> _Problem requirements_
Every line with the string "path" in it belongs in your answer, so copy them all from the data.

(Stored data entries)
*** Begin section ***
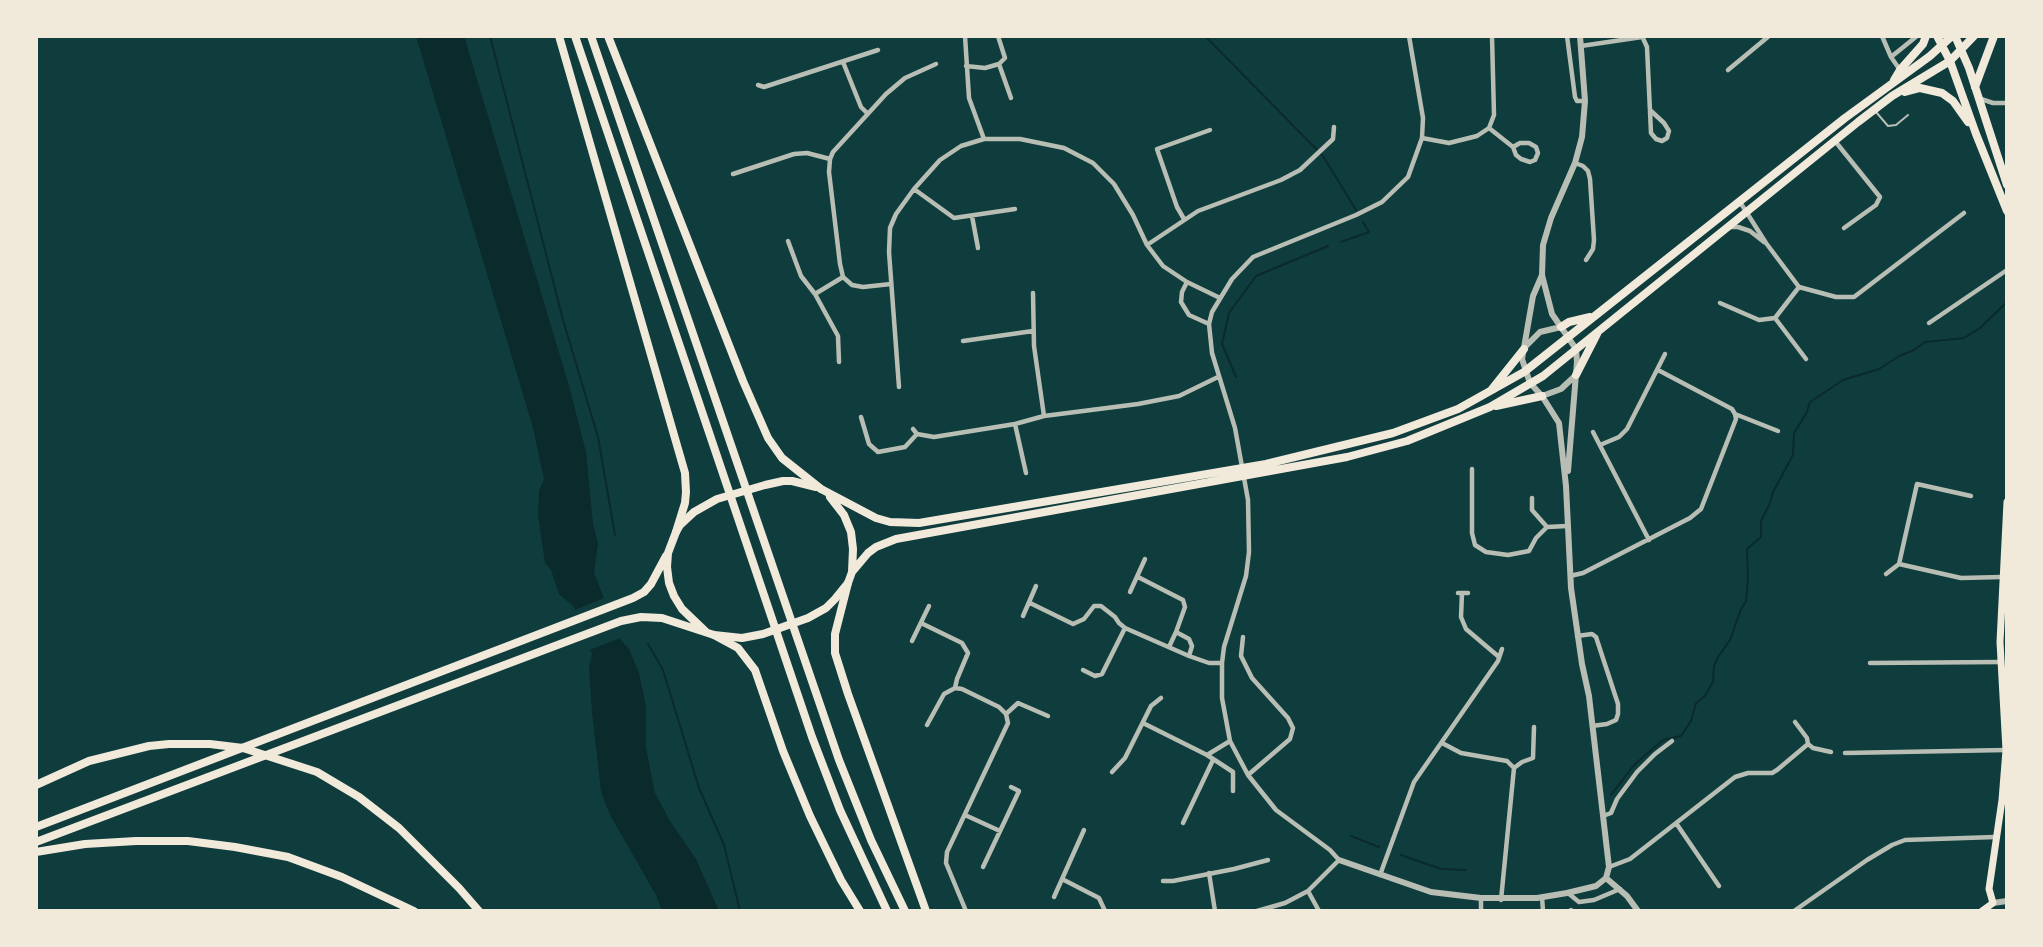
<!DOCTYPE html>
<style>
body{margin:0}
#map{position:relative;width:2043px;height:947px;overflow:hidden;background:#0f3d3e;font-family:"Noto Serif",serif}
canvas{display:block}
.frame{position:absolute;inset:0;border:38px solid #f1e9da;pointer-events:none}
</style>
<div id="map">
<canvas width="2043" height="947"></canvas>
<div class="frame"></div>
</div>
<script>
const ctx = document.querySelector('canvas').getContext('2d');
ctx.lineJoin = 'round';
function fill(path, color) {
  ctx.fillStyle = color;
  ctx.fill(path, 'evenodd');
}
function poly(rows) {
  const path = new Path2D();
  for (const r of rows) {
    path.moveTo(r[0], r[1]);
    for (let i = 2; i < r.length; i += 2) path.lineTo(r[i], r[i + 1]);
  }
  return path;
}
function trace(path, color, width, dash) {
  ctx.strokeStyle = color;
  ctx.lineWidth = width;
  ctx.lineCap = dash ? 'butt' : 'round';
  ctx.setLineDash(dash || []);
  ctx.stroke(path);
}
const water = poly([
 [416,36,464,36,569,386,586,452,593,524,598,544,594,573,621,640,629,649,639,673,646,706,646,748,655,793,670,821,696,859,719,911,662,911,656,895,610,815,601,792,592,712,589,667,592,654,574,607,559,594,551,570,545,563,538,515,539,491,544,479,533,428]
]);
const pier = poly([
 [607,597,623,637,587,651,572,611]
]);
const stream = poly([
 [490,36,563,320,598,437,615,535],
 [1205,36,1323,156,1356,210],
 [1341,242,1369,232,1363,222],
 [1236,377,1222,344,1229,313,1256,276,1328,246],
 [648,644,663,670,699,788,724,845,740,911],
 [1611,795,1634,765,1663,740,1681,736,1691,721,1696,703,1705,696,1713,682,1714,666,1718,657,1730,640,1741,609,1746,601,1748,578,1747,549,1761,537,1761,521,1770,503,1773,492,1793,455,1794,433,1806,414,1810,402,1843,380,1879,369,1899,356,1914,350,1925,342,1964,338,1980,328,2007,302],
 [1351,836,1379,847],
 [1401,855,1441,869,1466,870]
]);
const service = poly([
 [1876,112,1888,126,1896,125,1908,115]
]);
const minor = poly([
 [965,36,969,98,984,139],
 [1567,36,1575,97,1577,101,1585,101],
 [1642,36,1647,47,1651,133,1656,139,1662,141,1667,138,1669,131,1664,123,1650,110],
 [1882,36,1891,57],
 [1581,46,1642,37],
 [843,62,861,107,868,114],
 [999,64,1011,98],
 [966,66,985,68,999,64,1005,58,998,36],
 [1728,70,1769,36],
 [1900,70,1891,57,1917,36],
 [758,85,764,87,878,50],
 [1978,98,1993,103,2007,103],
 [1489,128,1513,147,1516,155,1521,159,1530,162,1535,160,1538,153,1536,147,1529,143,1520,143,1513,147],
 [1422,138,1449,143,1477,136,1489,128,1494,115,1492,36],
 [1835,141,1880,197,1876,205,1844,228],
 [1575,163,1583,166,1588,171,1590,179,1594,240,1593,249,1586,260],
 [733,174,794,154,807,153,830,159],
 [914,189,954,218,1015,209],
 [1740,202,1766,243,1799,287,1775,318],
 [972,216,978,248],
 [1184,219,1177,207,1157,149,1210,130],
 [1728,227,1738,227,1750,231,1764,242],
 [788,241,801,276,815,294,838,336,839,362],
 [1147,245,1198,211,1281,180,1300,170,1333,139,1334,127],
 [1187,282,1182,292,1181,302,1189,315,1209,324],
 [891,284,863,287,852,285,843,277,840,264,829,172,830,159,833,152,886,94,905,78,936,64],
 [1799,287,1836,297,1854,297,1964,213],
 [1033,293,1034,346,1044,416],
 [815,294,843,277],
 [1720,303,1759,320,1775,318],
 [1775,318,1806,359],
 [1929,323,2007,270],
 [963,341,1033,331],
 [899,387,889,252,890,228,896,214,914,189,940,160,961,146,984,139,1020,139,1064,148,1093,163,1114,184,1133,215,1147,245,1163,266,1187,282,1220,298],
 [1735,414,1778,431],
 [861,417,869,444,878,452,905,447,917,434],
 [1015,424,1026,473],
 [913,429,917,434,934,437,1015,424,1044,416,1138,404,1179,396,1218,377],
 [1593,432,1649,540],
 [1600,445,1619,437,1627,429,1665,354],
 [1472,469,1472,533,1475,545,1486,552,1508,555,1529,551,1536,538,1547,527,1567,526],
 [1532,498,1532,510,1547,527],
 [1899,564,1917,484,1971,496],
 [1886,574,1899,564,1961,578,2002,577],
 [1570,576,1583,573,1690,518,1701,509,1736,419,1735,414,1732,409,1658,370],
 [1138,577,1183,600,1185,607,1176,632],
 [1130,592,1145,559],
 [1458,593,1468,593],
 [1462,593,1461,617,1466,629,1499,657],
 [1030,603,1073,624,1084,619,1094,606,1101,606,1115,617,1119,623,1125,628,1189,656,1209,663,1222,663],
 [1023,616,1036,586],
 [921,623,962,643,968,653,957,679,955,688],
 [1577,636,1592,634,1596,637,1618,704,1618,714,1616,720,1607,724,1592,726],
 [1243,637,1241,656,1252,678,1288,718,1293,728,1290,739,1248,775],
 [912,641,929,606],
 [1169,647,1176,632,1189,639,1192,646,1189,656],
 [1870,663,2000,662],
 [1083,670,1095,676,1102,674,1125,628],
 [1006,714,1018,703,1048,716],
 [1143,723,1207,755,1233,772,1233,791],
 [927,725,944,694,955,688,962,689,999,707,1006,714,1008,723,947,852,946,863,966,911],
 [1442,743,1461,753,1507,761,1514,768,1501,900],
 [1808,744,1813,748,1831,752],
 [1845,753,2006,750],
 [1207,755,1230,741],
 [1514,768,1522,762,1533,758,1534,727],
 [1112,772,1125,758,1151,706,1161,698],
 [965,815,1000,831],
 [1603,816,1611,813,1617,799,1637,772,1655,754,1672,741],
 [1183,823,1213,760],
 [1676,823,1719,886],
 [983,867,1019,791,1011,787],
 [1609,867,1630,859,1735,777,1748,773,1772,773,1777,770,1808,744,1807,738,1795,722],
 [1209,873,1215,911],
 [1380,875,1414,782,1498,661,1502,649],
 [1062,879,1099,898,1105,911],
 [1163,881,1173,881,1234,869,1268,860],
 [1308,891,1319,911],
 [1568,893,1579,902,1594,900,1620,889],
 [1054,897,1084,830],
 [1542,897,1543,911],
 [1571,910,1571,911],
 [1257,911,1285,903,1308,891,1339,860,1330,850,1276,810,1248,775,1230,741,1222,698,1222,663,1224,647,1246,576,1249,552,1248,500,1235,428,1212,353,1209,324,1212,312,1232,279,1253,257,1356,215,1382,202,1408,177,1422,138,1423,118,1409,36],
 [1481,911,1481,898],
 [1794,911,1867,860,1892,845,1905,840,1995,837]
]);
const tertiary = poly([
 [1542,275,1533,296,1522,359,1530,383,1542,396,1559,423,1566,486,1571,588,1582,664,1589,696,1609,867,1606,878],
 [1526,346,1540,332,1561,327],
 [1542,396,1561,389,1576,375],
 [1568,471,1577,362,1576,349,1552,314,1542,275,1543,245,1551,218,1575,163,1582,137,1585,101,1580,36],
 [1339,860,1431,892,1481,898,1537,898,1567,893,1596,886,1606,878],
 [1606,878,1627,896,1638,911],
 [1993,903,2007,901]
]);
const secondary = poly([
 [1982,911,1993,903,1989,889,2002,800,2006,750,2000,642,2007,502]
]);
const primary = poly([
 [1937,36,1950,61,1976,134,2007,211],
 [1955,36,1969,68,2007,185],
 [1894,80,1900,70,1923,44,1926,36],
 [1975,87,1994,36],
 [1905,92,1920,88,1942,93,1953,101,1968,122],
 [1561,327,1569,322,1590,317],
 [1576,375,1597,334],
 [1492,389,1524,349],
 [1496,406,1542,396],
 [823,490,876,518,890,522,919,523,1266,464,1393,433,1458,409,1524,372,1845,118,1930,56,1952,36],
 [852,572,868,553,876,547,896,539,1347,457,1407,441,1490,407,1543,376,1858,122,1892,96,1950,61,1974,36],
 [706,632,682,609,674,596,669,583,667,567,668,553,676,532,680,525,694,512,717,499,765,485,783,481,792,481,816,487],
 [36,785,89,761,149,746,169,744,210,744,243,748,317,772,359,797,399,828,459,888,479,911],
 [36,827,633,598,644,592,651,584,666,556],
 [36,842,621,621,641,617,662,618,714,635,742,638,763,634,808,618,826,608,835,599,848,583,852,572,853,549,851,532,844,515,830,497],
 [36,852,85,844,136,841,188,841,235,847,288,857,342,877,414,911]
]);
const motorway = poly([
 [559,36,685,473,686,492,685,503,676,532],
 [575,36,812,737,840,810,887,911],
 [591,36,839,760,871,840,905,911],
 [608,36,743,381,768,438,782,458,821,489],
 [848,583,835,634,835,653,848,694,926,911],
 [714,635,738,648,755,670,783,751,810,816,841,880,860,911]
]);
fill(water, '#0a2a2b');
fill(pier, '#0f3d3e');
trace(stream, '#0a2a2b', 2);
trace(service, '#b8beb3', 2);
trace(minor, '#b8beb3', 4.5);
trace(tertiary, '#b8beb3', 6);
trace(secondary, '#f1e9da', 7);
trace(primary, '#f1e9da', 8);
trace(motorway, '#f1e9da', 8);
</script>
*** End section ***
> _Response_
function fill(path, color) {
  ctx.fill(path, 'evenodd');
  const path = new Path2D();
    path.moveTo(r[0], r[1]);
    for (let i = 2; i < r.length; i += 2) path.lineTo(r[i], r[i + 1]);
  return path;
function trace(path, color, width, dash) {
  ctx.stroke(path);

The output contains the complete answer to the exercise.